Logging and monitoring

The OWASP Top 10 2017 introduces the risk of insufficient logging and monitoring. Indeed, inherent problems in this practice are often underestimated and misunderstood. But why is a seemingly simple task ending up being a crucial point of information system security? 

1/ Let’s Define Logging

Logging is a term meaning the management of logs. Logs are event records where events related to the state of a system are collected.  There are a multitude of logs for different systems. 

Let’s take the example of a web application: logs can be any action performed on the web service, such as a user’s connection to the platform, an HTTP error generation or an access to a resource on the server.
A large amount of data is quickly collected, which implies an important material and human cost. In addition, for logs to be useful, they require the following actions:  

  • Selecting useful information to store and archive
  • Ensuring the security and confidentiality of stored logs
  • Controlling the quality of log data by analysing and adding missing information to the logs
  • Analysing logs (often confused with application monitoring)
  • Contextualizing events (log enrichment) with
    • IP address that generated the logs;
    • User concerned
    • Feature concerned
    • Error detail

The contextualization of the logs is the part that requires the most experience and knowledge of the monitored system, to know which information should be retained and which is useless. This task also requires a lot of human time. 

Once all these actions have been performed, the logs will allow investigating a malfunction in the application so that it does not happen again. In the case of an attack, this will make it possible to know the actors at the origin of the incident. Moreover, it will be possible to know which functionality has been abused, in order to correct the flaw that allowed the attack. 

2/ Let’s Define Monitoring

Monitoring, or supervision of an application, is the ability to have a global view of an application at a given moment but also a history of past states for several elements: 

  • Performance, response time of the different server resources;
  • Integrity, checking that the content of web pages does not change;
  • Availability, verifying that the application is fully functional (UP/DOWN). 

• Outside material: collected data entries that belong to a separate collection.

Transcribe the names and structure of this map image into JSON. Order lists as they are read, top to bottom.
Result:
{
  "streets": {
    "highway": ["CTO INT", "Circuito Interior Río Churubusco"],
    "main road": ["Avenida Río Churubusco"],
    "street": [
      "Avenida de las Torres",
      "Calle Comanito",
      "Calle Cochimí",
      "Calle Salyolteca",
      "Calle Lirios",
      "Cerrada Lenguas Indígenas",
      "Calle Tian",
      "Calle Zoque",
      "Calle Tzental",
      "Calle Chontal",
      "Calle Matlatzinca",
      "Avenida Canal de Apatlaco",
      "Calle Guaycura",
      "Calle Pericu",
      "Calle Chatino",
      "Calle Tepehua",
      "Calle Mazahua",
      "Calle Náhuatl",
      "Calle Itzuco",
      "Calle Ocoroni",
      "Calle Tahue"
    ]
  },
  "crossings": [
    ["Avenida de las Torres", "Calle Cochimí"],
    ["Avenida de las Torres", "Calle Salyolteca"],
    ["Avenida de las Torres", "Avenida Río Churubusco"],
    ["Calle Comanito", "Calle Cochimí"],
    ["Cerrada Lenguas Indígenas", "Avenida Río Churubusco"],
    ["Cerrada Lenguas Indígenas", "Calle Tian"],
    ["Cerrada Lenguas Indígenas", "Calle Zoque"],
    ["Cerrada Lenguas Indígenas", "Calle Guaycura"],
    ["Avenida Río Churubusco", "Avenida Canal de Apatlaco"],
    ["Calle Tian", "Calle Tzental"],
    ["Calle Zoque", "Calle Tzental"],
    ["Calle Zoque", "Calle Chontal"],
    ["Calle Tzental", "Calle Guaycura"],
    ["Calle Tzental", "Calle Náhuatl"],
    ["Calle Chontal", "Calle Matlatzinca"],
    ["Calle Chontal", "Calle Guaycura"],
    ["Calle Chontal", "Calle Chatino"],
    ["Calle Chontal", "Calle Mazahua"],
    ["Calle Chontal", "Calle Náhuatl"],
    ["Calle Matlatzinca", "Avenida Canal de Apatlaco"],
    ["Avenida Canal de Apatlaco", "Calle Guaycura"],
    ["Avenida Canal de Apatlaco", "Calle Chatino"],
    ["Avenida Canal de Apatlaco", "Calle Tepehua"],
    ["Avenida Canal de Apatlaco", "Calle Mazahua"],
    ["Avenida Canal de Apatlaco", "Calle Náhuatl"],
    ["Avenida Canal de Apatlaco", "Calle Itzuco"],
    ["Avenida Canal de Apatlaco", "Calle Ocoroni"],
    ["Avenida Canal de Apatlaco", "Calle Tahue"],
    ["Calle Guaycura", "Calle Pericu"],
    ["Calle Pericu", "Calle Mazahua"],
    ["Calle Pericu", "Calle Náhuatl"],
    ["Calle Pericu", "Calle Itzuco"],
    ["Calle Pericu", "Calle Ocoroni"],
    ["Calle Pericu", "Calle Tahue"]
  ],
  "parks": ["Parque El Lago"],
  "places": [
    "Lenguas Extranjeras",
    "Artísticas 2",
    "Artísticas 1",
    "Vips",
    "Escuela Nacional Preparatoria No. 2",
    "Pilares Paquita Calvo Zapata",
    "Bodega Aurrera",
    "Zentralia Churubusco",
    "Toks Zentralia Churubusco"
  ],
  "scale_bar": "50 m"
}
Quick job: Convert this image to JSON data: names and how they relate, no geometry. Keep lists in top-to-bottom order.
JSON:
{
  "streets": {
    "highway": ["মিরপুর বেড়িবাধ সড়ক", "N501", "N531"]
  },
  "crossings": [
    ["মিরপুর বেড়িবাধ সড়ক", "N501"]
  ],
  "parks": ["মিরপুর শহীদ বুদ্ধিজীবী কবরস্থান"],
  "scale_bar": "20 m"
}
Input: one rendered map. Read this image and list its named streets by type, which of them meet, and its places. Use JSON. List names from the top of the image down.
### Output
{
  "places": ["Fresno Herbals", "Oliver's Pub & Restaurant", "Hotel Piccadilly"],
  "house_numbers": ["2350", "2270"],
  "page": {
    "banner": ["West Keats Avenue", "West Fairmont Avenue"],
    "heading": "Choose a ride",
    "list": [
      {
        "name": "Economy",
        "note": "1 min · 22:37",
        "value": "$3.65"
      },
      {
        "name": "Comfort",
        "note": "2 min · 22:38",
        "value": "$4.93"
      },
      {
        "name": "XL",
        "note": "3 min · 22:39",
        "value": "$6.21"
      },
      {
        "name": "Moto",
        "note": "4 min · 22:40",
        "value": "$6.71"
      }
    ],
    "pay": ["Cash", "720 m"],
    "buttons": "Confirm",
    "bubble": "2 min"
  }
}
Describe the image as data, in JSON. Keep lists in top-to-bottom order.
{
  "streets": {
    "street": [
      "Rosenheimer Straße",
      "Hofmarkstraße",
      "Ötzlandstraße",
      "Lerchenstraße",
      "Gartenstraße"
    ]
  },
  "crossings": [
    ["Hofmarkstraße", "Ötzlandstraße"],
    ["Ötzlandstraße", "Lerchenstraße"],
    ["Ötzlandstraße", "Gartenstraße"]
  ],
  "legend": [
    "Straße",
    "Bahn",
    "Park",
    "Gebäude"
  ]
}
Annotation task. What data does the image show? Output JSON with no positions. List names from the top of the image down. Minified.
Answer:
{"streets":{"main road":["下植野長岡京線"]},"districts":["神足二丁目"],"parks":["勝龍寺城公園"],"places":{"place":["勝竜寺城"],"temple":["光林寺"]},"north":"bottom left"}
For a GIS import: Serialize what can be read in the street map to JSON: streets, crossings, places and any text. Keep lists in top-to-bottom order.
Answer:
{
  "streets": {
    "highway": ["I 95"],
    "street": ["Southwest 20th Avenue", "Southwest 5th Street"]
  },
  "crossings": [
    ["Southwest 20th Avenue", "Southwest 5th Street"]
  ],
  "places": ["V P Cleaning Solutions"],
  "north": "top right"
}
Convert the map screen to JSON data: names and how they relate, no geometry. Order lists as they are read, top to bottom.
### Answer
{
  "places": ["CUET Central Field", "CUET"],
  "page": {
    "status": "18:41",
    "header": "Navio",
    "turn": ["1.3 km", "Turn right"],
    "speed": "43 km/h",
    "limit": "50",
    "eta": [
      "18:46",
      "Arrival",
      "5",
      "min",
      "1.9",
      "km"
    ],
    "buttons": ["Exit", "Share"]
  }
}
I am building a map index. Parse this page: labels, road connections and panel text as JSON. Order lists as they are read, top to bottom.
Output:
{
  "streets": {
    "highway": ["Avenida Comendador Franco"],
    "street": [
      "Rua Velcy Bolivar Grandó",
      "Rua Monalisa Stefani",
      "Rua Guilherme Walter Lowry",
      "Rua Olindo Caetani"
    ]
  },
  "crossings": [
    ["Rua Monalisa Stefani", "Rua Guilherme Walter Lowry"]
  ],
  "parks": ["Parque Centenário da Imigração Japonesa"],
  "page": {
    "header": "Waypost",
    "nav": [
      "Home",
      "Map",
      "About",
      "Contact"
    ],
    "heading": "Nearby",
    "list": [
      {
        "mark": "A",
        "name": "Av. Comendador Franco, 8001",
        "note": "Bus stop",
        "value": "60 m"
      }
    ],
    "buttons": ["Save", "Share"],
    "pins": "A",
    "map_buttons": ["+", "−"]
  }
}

Monitoring is also important to detect any lack of server performance and to detect attacks in real time. Indeed, if a server requires high availability, monitoring user actions allows to identify which functionality of the application requires a lot of resources and would be likely to cause slowdowns. For an attack, if a large number of connections are coming to the service, a denial of service attempt may be in progress. An alert could allow the security team to react, for example, by blocking IP addresses making partial TCP connections or too many TCP connections too quickly.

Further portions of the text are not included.